The initial definition of the limit of a vector-valued function is a bit intimidating, as was the definition of the limit in Definition 1. The theorem following the definition shows that in practice, taking limits of vector-valued functions is no more difficult than taking limits of real-valued functions.

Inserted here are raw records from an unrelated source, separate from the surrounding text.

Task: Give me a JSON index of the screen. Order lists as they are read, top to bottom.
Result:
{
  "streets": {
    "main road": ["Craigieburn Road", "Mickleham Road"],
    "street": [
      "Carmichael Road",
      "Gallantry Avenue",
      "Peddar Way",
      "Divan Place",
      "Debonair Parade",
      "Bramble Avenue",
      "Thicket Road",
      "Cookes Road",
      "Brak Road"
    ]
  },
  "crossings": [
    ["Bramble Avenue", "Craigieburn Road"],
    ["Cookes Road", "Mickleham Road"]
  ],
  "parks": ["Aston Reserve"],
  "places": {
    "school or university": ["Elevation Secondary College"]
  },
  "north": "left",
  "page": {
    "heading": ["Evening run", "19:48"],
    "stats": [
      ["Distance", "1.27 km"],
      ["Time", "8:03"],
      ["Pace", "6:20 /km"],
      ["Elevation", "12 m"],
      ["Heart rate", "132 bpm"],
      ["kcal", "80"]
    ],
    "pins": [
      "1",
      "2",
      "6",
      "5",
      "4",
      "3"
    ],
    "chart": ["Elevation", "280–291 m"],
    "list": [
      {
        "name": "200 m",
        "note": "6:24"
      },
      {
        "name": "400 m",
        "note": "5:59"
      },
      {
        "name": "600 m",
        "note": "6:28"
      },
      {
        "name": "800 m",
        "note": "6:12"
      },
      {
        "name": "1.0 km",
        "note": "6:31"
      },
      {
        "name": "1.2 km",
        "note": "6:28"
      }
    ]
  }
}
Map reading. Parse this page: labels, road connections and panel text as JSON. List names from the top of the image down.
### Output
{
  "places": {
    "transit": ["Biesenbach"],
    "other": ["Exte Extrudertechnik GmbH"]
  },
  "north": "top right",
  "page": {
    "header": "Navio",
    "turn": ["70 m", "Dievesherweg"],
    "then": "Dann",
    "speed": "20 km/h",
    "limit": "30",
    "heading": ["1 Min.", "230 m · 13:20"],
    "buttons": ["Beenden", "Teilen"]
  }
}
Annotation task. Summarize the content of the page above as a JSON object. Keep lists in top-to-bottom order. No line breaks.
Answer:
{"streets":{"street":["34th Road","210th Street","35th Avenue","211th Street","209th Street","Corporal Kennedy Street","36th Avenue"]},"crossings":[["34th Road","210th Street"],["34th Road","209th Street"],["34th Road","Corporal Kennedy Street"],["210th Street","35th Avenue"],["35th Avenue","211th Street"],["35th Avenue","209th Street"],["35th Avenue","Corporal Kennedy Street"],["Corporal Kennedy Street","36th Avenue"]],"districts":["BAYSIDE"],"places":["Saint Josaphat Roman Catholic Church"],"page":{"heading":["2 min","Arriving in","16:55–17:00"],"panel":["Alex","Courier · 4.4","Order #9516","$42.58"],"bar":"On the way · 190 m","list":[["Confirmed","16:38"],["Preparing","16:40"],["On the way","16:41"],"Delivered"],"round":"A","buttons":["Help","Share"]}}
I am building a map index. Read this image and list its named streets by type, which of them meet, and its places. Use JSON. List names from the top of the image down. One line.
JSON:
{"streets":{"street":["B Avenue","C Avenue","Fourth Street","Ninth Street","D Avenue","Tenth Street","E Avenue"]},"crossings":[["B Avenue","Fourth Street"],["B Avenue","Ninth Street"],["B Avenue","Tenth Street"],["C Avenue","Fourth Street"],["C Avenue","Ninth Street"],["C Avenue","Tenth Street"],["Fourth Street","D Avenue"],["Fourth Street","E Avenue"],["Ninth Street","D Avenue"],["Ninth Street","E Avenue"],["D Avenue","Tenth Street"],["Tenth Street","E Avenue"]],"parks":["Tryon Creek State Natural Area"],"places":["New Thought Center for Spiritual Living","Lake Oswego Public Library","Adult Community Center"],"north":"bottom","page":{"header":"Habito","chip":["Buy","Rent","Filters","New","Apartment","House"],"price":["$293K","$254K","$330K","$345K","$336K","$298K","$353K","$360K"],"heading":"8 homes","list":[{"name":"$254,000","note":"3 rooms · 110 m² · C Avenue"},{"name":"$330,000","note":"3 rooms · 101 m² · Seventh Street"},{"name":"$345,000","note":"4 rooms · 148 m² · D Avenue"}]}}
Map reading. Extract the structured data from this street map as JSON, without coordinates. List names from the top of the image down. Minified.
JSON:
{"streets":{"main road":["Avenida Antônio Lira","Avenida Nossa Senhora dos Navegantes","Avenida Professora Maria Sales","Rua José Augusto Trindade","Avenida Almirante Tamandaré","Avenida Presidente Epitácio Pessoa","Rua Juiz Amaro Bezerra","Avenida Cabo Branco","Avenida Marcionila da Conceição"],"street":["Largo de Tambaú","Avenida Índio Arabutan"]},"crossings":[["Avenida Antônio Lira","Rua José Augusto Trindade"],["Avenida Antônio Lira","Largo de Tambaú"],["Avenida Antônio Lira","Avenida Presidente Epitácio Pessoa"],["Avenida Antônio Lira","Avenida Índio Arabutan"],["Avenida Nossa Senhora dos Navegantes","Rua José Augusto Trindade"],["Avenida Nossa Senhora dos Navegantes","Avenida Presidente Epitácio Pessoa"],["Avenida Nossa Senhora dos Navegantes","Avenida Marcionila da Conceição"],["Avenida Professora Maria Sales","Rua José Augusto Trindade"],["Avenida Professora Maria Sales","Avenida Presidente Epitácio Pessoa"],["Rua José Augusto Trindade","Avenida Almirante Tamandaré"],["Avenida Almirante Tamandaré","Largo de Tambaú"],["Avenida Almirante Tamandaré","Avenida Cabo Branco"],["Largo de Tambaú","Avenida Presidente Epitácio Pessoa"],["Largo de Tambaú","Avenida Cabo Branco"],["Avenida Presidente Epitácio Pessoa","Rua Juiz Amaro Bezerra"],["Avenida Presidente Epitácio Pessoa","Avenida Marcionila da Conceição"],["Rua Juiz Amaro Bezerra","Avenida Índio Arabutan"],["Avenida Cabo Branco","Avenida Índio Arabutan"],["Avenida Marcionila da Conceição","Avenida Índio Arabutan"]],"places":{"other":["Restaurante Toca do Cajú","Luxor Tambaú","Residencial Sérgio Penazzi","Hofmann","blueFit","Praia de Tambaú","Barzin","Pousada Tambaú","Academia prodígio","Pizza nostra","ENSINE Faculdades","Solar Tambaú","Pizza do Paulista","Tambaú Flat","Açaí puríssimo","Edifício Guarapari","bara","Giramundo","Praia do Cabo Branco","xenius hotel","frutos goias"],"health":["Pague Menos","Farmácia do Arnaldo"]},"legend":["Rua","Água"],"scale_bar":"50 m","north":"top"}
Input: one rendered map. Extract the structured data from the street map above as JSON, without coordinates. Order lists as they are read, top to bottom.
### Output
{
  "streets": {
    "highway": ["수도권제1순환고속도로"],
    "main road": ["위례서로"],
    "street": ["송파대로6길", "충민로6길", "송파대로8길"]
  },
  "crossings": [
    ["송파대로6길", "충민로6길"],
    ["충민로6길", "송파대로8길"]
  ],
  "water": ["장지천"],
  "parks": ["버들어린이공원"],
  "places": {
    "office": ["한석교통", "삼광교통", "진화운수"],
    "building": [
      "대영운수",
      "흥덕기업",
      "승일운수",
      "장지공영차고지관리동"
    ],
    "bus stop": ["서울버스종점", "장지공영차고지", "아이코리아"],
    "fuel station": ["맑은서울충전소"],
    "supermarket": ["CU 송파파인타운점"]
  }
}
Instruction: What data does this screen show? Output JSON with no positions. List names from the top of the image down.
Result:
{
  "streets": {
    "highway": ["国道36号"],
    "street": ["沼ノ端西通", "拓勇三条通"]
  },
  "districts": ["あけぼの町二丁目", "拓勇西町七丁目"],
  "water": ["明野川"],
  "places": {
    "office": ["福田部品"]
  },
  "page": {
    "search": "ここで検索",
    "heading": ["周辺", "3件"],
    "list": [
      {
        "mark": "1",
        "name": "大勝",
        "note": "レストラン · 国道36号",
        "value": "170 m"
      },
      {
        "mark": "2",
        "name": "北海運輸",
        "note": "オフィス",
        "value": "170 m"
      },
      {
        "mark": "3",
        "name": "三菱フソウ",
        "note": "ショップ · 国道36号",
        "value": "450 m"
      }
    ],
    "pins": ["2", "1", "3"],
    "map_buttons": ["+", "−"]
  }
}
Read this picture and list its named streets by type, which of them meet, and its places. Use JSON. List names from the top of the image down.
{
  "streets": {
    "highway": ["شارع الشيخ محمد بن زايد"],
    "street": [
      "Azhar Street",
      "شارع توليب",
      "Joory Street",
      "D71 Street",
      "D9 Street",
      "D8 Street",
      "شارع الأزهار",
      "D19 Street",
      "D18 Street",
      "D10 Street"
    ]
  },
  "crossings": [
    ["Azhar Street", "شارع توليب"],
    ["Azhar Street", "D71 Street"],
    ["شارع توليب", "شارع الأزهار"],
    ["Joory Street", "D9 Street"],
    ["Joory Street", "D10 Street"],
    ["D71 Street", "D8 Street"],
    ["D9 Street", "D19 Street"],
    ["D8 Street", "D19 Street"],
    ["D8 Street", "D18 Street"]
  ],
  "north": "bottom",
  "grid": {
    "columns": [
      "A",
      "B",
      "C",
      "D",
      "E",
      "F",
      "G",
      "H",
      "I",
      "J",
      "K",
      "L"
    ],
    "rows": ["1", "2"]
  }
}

Definition 68: Limits of Vector-Valued Functions

Let $$I$$ be an open interval containing $$c$$, and let $$\vecs r(t)$$ be a vector-valued function defined on $$I$$, except possibly at $$c$$. The limit of $$\vecs r(t)$$, as $$t$$ approaches $$c$$, is $$\vecs L$$, expressed as

$\lim_{t\to c} \vecs r(t) = \vecs L,$

means that given any $$\epsilon>0$$, there exists a $$\delta>0$$ such that for all $$t\neq c$$, if $$|t-c| <\delta$$, we have $$\norm{\vecs r(t) - \vecs L} < \epsilon.$$

Note how the measurement of distance between real numbers is the absolute value of their difference; the measure of distance between vectors is the vector norm, or magnitude, of their difference.

theorem 89: Limits of Vector-Valued Functions

1. Let $$\vecs r(t) = \langle \,f(t),g(t)\,\rangle$$ be a vector-valued function in $$\mathbb{R}^2$$ defined on an open interval $$I$$ containing $$c$$. Then $\lim_{t\to c} \vecs r(t) = \langle \lim_{t\to c}f(t)\, , \,\lim_{t\to c} g(t)\rangle.$
2. Let $$\vecs r(t) = \langle \,f(t),g(t),h(t)\,\rangle$$ be a vector-valued function in $$\mathbb{R}^3$$ defined on an open interval $$I$$ containing $$c$$. Then $\lim_{t\to c} \vecs r(t) = \langle \lim_{t\to c}f(t)\, , \,\lim_{t\to c} g(t)\,, \,\lim_{t\to c} h(t)\rangle$

Theorem 89 states that we compute limits component-wise.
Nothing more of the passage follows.